*** Task material Section Begins ***
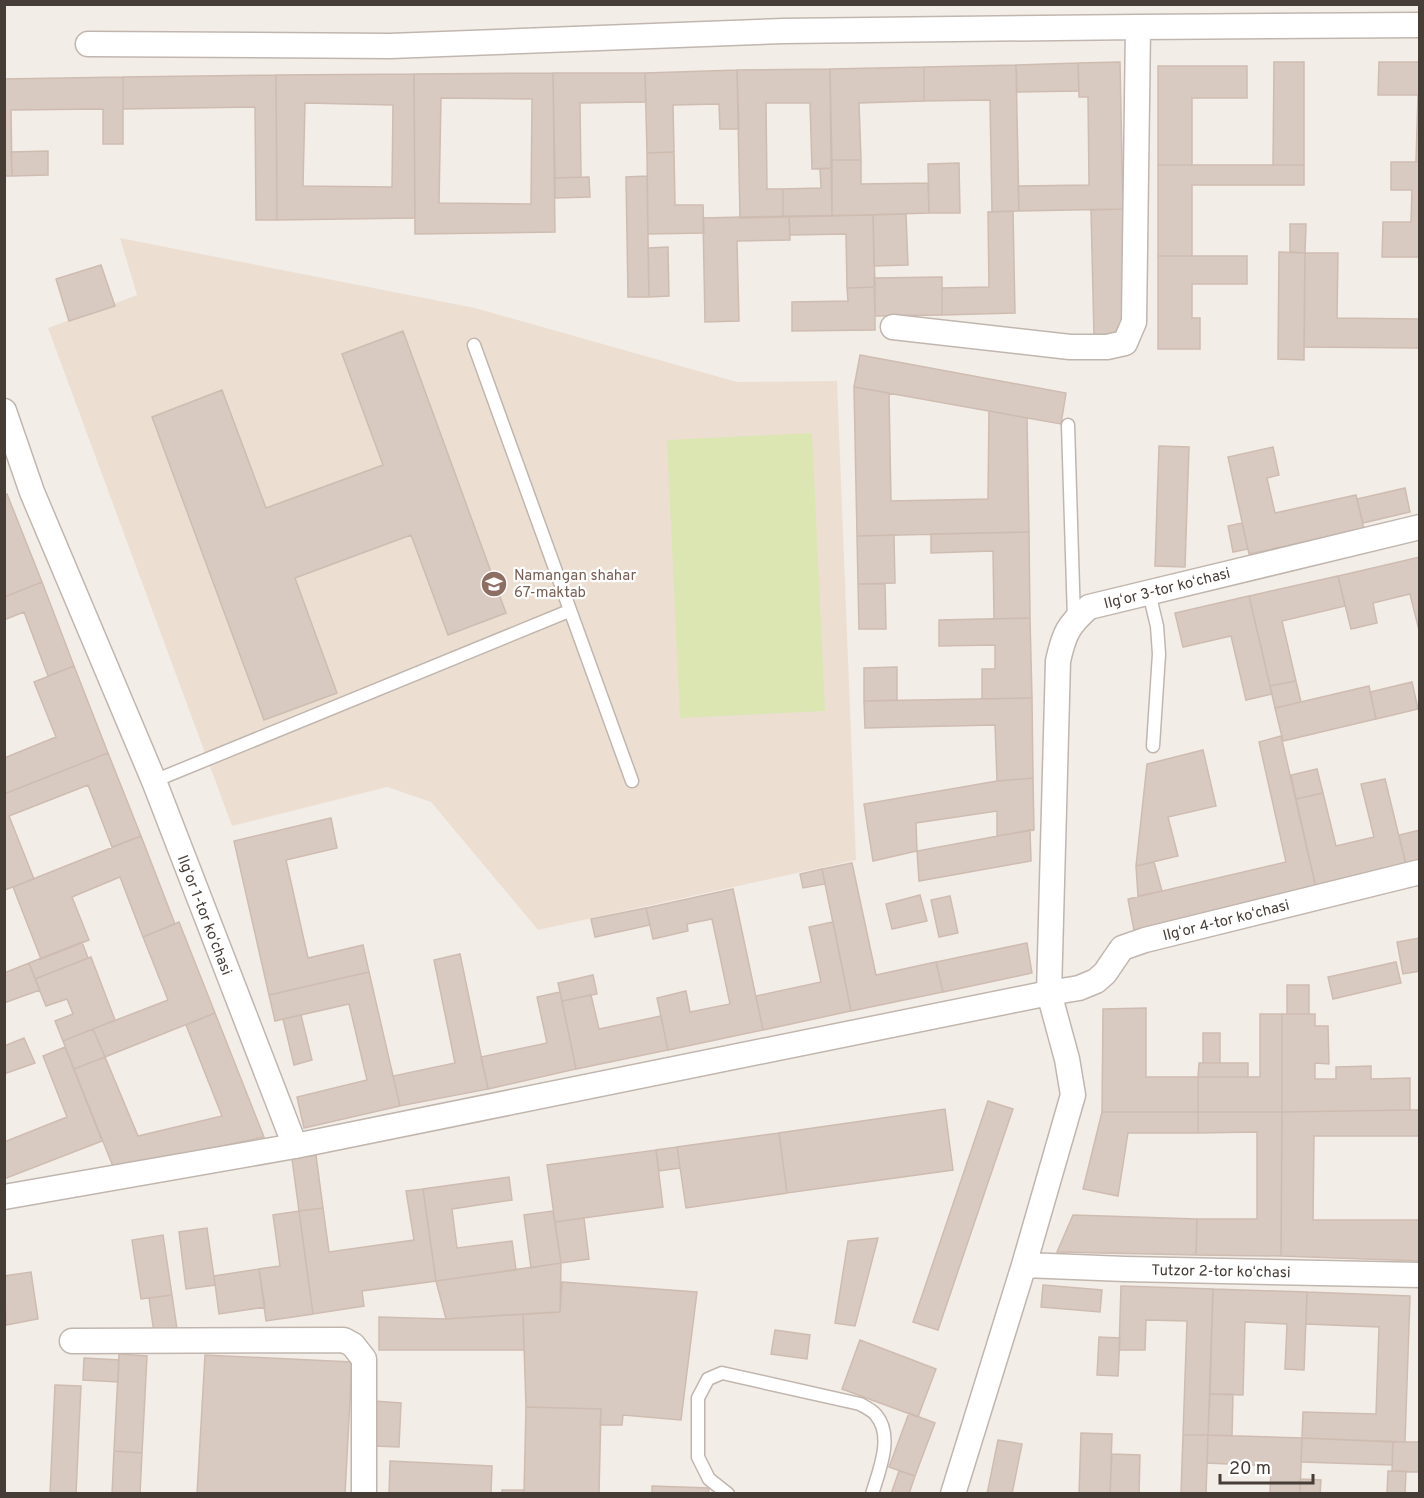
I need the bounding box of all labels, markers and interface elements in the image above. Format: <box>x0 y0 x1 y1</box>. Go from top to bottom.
street label: Ilgʻor 3-tor koʻchasi <box>1102 565 1233 614</box>
place label: Namangan shahar 67-maktab <box>514 567 636 603</box>
school or university icon: Namangan shahar 67-maktab <box>479 569 509 599</box>
street label: Ilgʻor 1-tor koʻchasi <box>172 853 235 978</box>
street label: Ilgʻor 4-tor koʻchasi <box>1161 897 1292 946</box>
street label: Tutzor 2-tor koʻchasi <box>1151 1262 1291 1283</box>
scale bar <box>1220 1447 1313 1485</box>
text: 20 m <box>1229 1458 1271 1481</box>

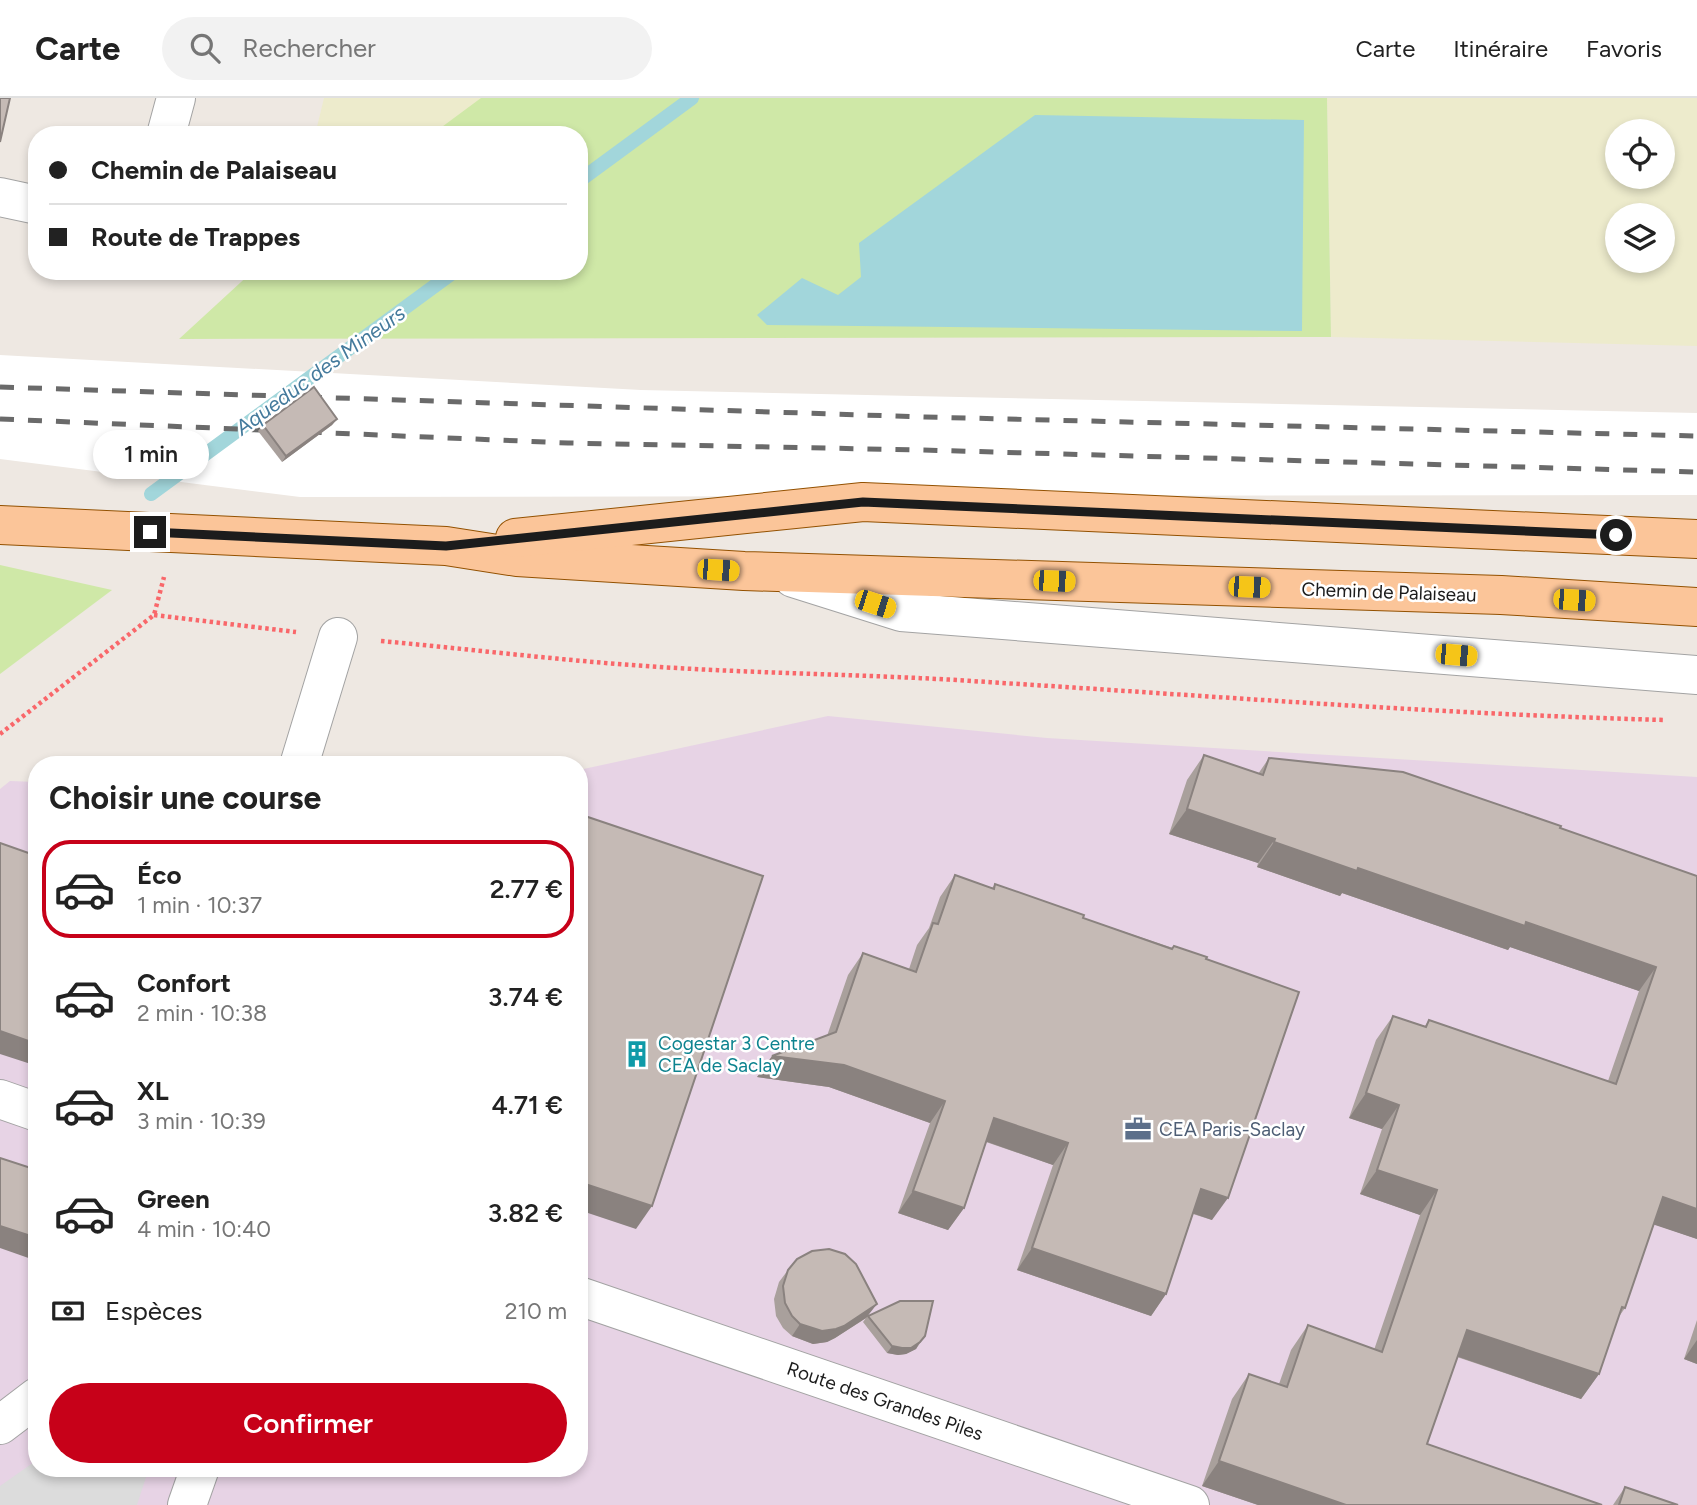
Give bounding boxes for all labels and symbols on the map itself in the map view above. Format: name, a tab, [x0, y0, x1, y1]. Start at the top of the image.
*** Task material Section Ends ***
▶ _Brief_: The entries are to be transcribed word for word, without their images.

▶ _Output for this exercise_:
I need the bounding box of all labels, markers and interface elements in the image above. Format: <box>x0 y0 x1 y1</box>. Go from top to bottom.
street label: Ilgʻor 3-tor koʻchasi <box>1102 565 1233 614</box>
place label: Namangan shahar 67-maktab <box>514 567 636 603</box>
school or university icon: Namangan shahar 67-maktab <box>479 569 509 599</box>
street label: Ilgʻor 1-tor koʻchasi <box>172 853 235 978</box>
street label: Ilgʻor 4-tor koʻchasi <box>1161 897 1292 946</box>
street label: Tutzor 2-tor koʻchasi <box>1151 1262 1291 1283</box>
scale bar <box>1220 1447 1313 1485</box>
text: 20 m <box>1229 1458 1271 1481</box>

Give bounding boxes for all labels and symbols on the map itself in the map view above. Format: name, a tab, [x0, y0, x1, y1]. Start at the top of the image.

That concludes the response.